Nassau Community College swastika suspect arrested

Noah Manskar
Jasskirat Saini. (Photo from Nassau County Police Department

Nassau County police arrested a Plainview man Tuesday for allegedly vandalizing buildings at Nassau Community College with more than 100 swastikas and anti-Semitic messages.

Jasskirat Saini, 20, most recently drew two swastikas and the letters “KKK” on Tuesday at the Garden City college, where he is a student, police said. Those were among 110 drawings Saini allegedly made in 12 different incidents, Acting Police Commissioner Thomas Krumpter said.

Saini was arraigned Wednesday on 12 counts of felony aggravated harassment.

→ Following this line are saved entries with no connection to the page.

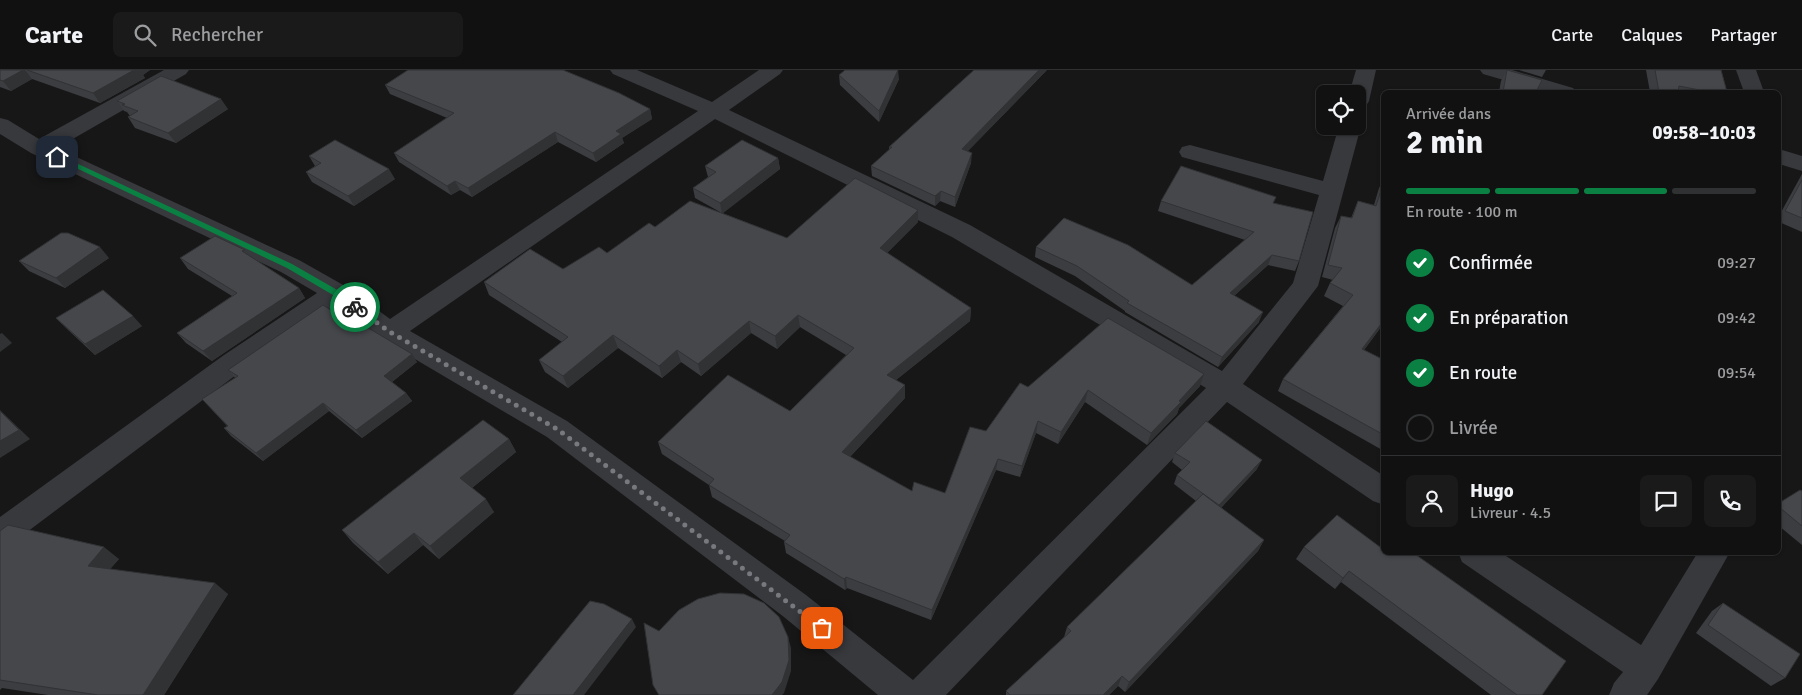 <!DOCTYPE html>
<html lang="fr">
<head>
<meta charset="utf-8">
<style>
	body { margin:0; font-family:Signika,sans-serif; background:#1a1a1b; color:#f1f3f6; height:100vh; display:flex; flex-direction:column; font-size:19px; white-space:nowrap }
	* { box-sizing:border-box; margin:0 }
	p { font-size:16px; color:#9c9d9f }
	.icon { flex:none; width:28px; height:28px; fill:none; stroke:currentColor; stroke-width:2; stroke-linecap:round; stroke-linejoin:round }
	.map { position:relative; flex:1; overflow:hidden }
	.drawer { position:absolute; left:1381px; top:20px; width:400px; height:465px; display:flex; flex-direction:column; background:#111112; border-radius:8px; box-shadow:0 1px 4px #0004,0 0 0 1px #303132 }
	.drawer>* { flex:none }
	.tools { position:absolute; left:1316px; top:15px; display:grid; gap:10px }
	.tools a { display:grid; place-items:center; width:50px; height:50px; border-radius:8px; background:#111112; box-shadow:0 1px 4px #0004,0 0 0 1px #303132; font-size:25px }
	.pin { position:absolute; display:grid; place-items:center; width:42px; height:42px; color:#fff; margin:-21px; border-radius:10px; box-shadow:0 2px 8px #0006 }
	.courier { position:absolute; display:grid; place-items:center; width:50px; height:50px; margin:-25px; border:4px solid #0b8043; border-radius:50%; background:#fff; color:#222; box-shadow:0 1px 6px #0007 }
	.summary em { font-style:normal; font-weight:700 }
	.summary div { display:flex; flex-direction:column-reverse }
	.summary { display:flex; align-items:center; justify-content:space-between; height:85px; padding:0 25px }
	h1 { font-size:32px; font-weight:700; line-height:38px }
	.bar { display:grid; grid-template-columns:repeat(4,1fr); gap:8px 5px; align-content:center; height:60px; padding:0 25px }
	.bar i { height:6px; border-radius:4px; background:#303132 }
	.bar .on { background:#0b8043 }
	.bar p { grid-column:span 4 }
	.line { display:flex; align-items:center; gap:12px; padding:0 25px; border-top:1px solid #303132 }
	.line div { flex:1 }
	.round { display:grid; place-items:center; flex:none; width:52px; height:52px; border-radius:8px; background:#1a1a1b }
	ol { padding:0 25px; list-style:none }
	li { display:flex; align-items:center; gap:15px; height:55px }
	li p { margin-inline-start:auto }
	li .icon { padding:5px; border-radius:50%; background:#0b8043; color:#fff; stroke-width:4 }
	li:last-child { color:#9c9d9f }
	li i { width:28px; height:28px; border:2px solid #303132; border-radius:50% }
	header { display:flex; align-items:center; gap:30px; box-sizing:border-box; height:70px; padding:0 25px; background:#111112; border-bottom:1px solid #303132 }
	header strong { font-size:24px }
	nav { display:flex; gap:28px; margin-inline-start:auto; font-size:18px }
	.search { width:350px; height:45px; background:#1a1a1b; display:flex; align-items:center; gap:12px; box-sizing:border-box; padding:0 18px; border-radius:8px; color:#9c9d9f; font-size:19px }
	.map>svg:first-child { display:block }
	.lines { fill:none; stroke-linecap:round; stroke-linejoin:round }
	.minor { fill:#38393d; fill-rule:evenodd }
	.wall { fill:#3c3d40 }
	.shaded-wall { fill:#313234 }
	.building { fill:#46474b; stroke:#313234 }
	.route { fill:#0b8043 }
	.done { stroke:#77797f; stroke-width:5; stroke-dasharray:0 9 }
</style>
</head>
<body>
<header>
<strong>Carte</strong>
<div class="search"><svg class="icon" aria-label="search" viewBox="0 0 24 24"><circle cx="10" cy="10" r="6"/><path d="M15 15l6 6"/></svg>Rechercher</div>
<nav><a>Carte</a><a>Calques</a><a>Partager</a></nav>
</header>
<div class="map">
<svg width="1802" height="625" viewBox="0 0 1802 625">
	<rect width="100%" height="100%" fill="#171718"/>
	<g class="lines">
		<g class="minor">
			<path d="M 164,0 L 189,0 L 186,4 L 57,78 L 299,190 L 345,216 L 390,249 L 698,41 L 613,4 L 610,0 L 637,0 L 712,32 L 759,0 L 783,0 L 780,4 L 729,40 L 970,155 L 1222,301 L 1293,213 L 1319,125 L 1182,87 L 1179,82 L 1182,77 L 1190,75 L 1323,111 L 1339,56 L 1358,56 L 1358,51 L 1361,56 L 1318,216 L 1243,314 L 1384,406 L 1384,435 L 1373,431 L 1227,332 L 946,625 L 878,625 L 784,547 L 547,367 L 381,269 L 336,236 L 244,299 L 11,474 L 0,477 L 0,447 L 224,285 L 317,223 L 281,202 L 31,83 L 0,64 L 0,48 L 8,50 L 39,69 ZM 715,49 L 952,167 L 1206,318 L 913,610 L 806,525 L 567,351 L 410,261 Z"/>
			<polygon points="1356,0 1376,0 1369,31 1366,36 1358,37 1358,24 1349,24"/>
			<polygon points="1480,0 1512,0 1573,18 1577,22 1545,22 1483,4"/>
			<polygon points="1736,0 1756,0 1764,22 1744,22"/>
			<polygon points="1779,79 1802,86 1802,101 1779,94"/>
			<polygon points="1458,482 1500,482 1641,575 1698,482 1730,482 1658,609 1647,625 1609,625 1614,613 1623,602 1462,492"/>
		</g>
	</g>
	<g class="wall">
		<polygon points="0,0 150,0 143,5 145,8 100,33 32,9 11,21 0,17"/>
		<polygon points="1047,0 968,81 971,93 955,137 940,131 935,136 872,106 871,96 889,80 889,77"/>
		<polygon points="1507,0 1536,22 1499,22 1501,11"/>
		<polygon points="1519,0 1546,0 1542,7"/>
		<polygon points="1646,0 1721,0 1727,22 1650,22"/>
		<polygon points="839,5 899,9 879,52 840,15"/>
		<polygon points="385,15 650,39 652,49 622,68 624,73 596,92 558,72 472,127 460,120 451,125 399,92 394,83 447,48 390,24"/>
		<polygon points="117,31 228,39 176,73 135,58 128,47 130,46 127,42 124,41"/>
		<polygon points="309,86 395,109 354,136 312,112 306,102 315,96"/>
		<polygon points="778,88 780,99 722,143 787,168 918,152 887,183 971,238 970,251 896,310 905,328 850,387 912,421 945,423 986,361 1028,317 1200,316 1179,338 1177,344 1147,375 1085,332 1058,374 1036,363 1020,407 996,400 931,550 847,518 845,520 786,483 784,472 785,471 712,427 709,415 662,384 658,372 790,341 846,285 800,257 777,279 751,263 701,306 681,292 662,308 618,278 568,318 545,302 539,290 562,272 489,225 484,212 563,199 607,183 655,157 720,142 695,128 693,118 708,107 705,96"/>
		<polygon points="1802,104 1802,162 1779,152 1779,146"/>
		<polygon points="1384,109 1384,253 1364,280 1384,290 1384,381 1278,321 1283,309 1343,236 1324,226 1330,213 1333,210 1322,207 1335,158 1341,146 1351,148 1358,131 1374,135 1379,118"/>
		<polygon points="1161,131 1274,134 1299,191 1295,201 1268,195 1234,226 1259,252 1218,297 1125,242 1125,241 1075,206 1035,187 1036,177 1192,215 1245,170 1158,141"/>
		<polygon points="248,185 299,218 305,228 212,291 186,273 177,263 232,226 188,199 180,188"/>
		<polygon points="109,188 65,218 29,201 19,191"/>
		<polygon points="340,246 417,292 392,312 406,323 412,331 362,368 329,341 263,391 231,366 224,358 227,356 202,329 235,308 228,300"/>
		<polygon points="56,248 142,256 95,285 66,258"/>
		<polygon points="509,369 516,382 472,418 494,442 439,489 423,475 388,504 353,473 342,460"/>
		<polygon points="1175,383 1257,399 1221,438 1264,470 1258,481 1125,622 1118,616 1109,625 1006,625 1006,621 1064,567 1067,557 1196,431 1174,414 1177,405 1182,400 1172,392"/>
		<polygon points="1802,421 1802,475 1779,456 1779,433"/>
		<polygon points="0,461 119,489 110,499 228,524 164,625 48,625 2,618 0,620"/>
		<polygon points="1304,477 1384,480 1542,625 1491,625 1341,512 1335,519 1296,489"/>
		<polygon points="1723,533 1785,608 1771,616 1696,563 1712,541"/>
	</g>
	<g class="shaded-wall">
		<polygon points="23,0 25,0 32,9 11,21 3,11"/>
		<polygon points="134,0 150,0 143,5 145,8 100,33 93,23"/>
		<polygon points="898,0 899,9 879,52 879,41"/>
		<polygon points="1039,0 1047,0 961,88 962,79"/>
		<polygon points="221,29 228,39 176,73 168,63"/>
		<polygon points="650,39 652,49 622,68 624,73 596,92 593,83 616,61"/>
		<polygon points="555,62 558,72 472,127 468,118"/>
		<polygon points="972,83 971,93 955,137 955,127"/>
		<polygon points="778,88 780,99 722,144 720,133"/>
		<polygon points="389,99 395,109 354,136 348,126"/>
		<polygon points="455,111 460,120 451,125 447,116"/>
		<polygon points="941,121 940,131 935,136 935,126"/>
		<polygon points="918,140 918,152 880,190 880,178"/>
		<polygon points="100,177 109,188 65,218 56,208"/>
		<polygon points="1272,185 1268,195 1226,233 1230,223"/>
		<polygon points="299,218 305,228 212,291 203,281"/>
		<polygon points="971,238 970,251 887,317 887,305"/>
		<polygon points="1263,242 1259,252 1218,297 1222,287"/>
		<polygon points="798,245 800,257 777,279 775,266"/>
		<polygon points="133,246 142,256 95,285 85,274"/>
		<polygon points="1384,250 1384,253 1355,292 1362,279"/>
		<polygon points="749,251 751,263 701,306 698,294"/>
		<polygon points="2,263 12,273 0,282 0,264"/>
		<polygon points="613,265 618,278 568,318 563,306"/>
		<polygon points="677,280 681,292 662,308 659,296"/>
		<polygon points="412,284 417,292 389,314 384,306"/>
		<polygon points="1204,304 1200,316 1179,338 1177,344 1147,375 1151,363 1179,331"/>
		<polygon points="905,315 905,328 843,394 842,382"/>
		<polygon points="1088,320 1085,332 1058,374 1061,362"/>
		<polygon points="406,323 412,331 362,368 356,360"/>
		<polygon points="323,333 329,341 263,391 256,383"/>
		<polygon points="0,340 30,369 0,388"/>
		<polygon points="1038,351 1036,363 1020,407 1022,396"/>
		<polygon points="509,369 516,382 468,421 460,408"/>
		<polygon points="998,389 996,400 931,550 932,540"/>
		<polygon points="1262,390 1257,399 1215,444 1219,435"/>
		<polygon points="486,429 494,442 439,489 430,476"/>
		<polygon points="414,463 423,475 388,504 378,492"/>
		<polygon points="1264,470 1258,481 1125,622 1129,612"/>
		<polygon points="104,477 119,489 103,507 88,496"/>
		<polygon points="1349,501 1341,512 1335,519 1343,508"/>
		<polygon points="846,507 847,518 845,520 844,509"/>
		<polygon points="215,513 228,524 164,625 143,625"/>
		<polygon points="632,549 636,557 584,625 573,625"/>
		<polygon points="788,567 791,578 791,601 784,623 782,625 772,625"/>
		<polygon points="1122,606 1118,616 1109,625 1103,625"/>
	</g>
	<g class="building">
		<polygon points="0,0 23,0 3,11 0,10"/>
		<polygon points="27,0 134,0 93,23"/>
		<polygon points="408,0 563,0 619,23 650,39 616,61 621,64 593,83 555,62 468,118 455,111 447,116 394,83 454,43 385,15"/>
		<polygon points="845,0 898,0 879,41 839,5"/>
		<polygon points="974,0 1039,0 962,79 972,83 955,127 941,121 935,126 871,96 892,77 889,77"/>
		<polygon points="1507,0 1542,10 1536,22 1503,22"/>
		<polygon points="1655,0 1721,0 1727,22 1710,22 1679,16 1678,22 1659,22"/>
		<polygon points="161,6 221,29 168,63 128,47 138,41 122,35 125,34 117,31"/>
		<polygon points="335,70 389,99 348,126 306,102 321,93 309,86"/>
		<polygon points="742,70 778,88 720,133 693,118 716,102 705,96"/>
		<polygon points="1181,96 1276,127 1273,133 1313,142 1299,191 1272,185 1230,223 1263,242 1222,287 1127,233 1129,231 1077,196 1036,177 1064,148 1128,175 1192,215 1254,162 1161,131"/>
		<polygon points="855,108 918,140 880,178 971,238 887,305 905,315 842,382 912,421 914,412 945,423 970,357 986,361 1020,313 1028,317 1108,248 1204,304 1179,331 1181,332 1151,363 1088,320 1061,362 1038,351 1022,396 998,389 932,540 846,507 844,509 784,472 790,465 709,415 714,409 658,372 728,305 790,341 854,278 798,245 775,266 749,251 698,294 677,280 659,296 613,265 563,306 539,290 568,267 484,212 530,179 563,199 599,177 607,183 649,153 655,157 690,131 787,168"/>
		<polygon points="1802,110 1802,148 1785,141"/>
		<polygon points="1384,111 1384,250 1362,279 1384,290 1384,365 1283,309 1353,225 1330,213 1342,198 1328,195 1341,146 1352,148 1358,131 1376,136"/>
		<polygon points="61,163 68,163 100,177 56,208 19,191"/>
		<polygon points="215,166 245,180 242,181 299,218 203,281 177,263 237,223 180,188"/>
		<polygon points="103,220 133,246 85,274 56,248"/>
		<polygon points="323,235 340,246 343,243 412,284 384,306 406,323 356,360 323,333 256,383 224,358 228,356 202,329 238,306 228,300"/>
		<polygon points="0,341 19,360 0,371"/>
		<polygon points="483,350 509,369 460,408 486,429 430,476 414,463 378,492 342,460"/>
		<polygon points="1206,351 1262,390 1219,435 1177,405 1190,392 1175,383"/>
		<polygon points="1800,420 1802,421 1802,456 1779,437 1779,433"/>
		<polygon points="1203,424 1264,470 1129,612 1122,606 1103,625 1010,625 1006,621 1071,561 1067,557"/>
		<polygon points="1337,445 1384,480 1384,482 1412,482 1566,591 1542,625 1517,625 1349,501 1343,508 1304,477"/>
		<polygon points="8,455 104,477 88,496 215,513 143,625 98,625 0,610 0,461"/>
		<polygon points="720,523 744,524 764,533 779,547 788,567 789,590 782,612 772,625 659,625 653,615 644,553 659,561 679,540 698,529"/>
		<polygon points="590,531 604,534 632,549 573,625 513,625"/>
		<polygon points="1723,533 1800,584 1785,608 1708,555"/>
	</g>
	<polygon class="route" points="55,85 59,85 292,194 339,221 359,237 358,239 353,239 333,225 287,198 55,88"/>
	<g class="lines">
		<polyline class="done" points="355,237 390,262 557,359 822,558"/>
	</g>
</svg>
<div class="tools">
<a><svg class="icon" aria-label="locate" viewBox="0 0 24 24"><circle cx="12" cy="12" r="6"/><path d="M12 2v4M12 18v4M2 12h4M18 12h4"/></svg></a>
</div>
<div class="pin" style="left:822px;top:558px;background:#ea580c"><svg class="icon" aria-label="bag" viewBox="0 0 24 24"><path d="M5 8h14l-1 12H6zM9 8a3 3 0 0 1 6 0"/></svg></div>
<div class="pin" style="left:57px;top:87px;background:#1f2937"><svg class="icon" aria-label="home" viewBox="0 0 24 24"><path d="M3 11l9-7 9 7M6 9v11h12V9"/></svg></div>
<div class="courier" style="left:355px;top:237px"><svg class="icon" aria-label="bike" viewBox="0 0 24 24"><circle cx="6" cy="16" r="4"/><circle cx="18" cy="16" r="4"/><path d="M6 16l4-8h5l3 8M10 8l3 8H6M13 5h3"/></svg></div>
<section class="drawer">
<div class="summary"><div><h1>2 min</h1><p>Arrivée dans</p></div><em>09:58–10:03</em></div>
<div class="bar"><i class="on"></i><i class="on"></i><i class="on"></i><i></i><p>En route · 100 m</p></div>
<ol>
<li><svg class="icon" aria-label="check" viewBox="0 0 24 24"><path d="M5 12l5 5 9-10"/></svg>Confirmée<p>09:27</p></li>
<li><svg class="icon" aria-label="check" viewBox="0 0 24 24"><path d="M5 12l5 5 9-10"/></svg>En préparation<p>09:42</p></li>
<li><svg class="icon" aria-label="check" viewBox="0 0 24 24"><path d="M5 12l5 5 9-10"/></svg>En route<p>09:54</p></li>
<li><i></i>Livrée</li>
</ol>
<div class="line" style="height:90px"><a class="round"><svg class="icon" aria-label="person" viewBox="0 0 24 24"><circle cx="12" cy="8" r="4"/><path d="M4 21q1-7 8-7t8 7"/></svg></a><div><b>Hugo</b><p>Livreur · 4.5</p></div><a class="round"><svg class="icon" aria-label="chat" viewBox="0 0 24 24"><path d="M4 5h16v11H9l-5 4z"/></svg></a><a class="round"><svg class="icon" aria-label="phone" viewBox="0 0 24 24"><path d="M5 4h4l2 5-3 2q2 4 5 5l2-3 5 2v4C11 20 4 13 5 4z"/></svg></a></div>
</section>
</div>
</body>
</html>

Each charge carries a maximum sentence of four years in prison.

“These crimes strike at the core values of the university, and for that matter, they strike at the core values of any civilized society,” Krumpter said Tuesday at a news conference.

An NCC professor last Friday reported multiple swastikas, the German Nazi Party’s emblem, in a men’s bathroom on the lower level of the G building, which houses the anthropology, sociology, economics, criminal justice and other academic departments.

Since October, police have found several more swastikas, along with the words “Germany” and “Heil Hitler.”

Police viewed surveillance video from the college and are “very confident” Saini is responsible for all the graffiti, Krumpter said.

Saini surrendered to police at the 3rd Precinct in Williston Park after he was asked to come there for questioning, Krumpter said.

The graffiti was allegedly motivated by Saini’s belief that Jewish people in his Plainview neighborhood were harassing him, Krumpter said.

Despite this rash of graffiti, reported bias crimes in Nassau County are down to 57 so far this year from 62 over the same period in 2015, a 6 percent drop, Krumpter said.

The numbers stand in contrast to New York City’s spike in hate crimes since Republican President-elect Donald Trump was elected in November.

“We have not seen any spike out of the ordinary related to bias crimes over the last two months since the election,” Krumpter said.

Police are still seeking the culprits of other anti-Semitic graffiti on the North Shore.

Officers found five swastikas drawn in snow on Saturday at three residences on Fairfield Avenue in Mineola, police said in a news release.

Police also found swastikas, racist phrases and the words “make America white again” — a phrase similar to Trump’s campaign slogan “make America great again” — spray-painted on sidewalks on Washington Avenue and Elm Street in Mineola on Dec. 1.

A student at Paul D. Schreiber High School in Port Washington found a swastika in a boys bathroom there on Nov. 17.

Twenty-four of New York City’s 43 hate crimes reported in November targeted Jews, the New York Daily News reported. Only 20 total hate crimes were reported in November 2015.

Nassau County had a Jewish population of 255,900 in 2011, concentrated in places such as Great Neck, Roslyn and Port Washington, according to the Jewish Community Study of New York.

Jews are often seen as “the other who has made it,” a group separate from the rest of society that also has power and control over institutions, said Rabbi Randy Sheinberg of Temple Tikvah in New Hyde Park.

The local anti-Semitic crimes are “all the more upsetting” given that New York’s large Jewish population has lived “in harmony” with everyone else, Sheinberg said.

“What has happened as a result of the political season, particularly the presidential campaign, is that permission has been given to speak out loud and to express out loud what I think had perhaps been some latent feelings, and it’s also, I think, stoked some flames,” Sheinberg said, referring to Trump’s failure to quickly condemn hate speech from his supporters and his initial silence about hate crimes committed in his name.

In a November interview with “60 Minutes,” Trump said he was “saddened” to hear of those crimes and told the perpetrators to “stop it.”

Mineola Mayor Scott Strauss said he is unsure whether Trump is responsible for the recent bias crimes, but the intense media attention on them may have spurred more.

“I think the more that it’s sensationalized, I think the more people are looking to copycat it,” Strauss said.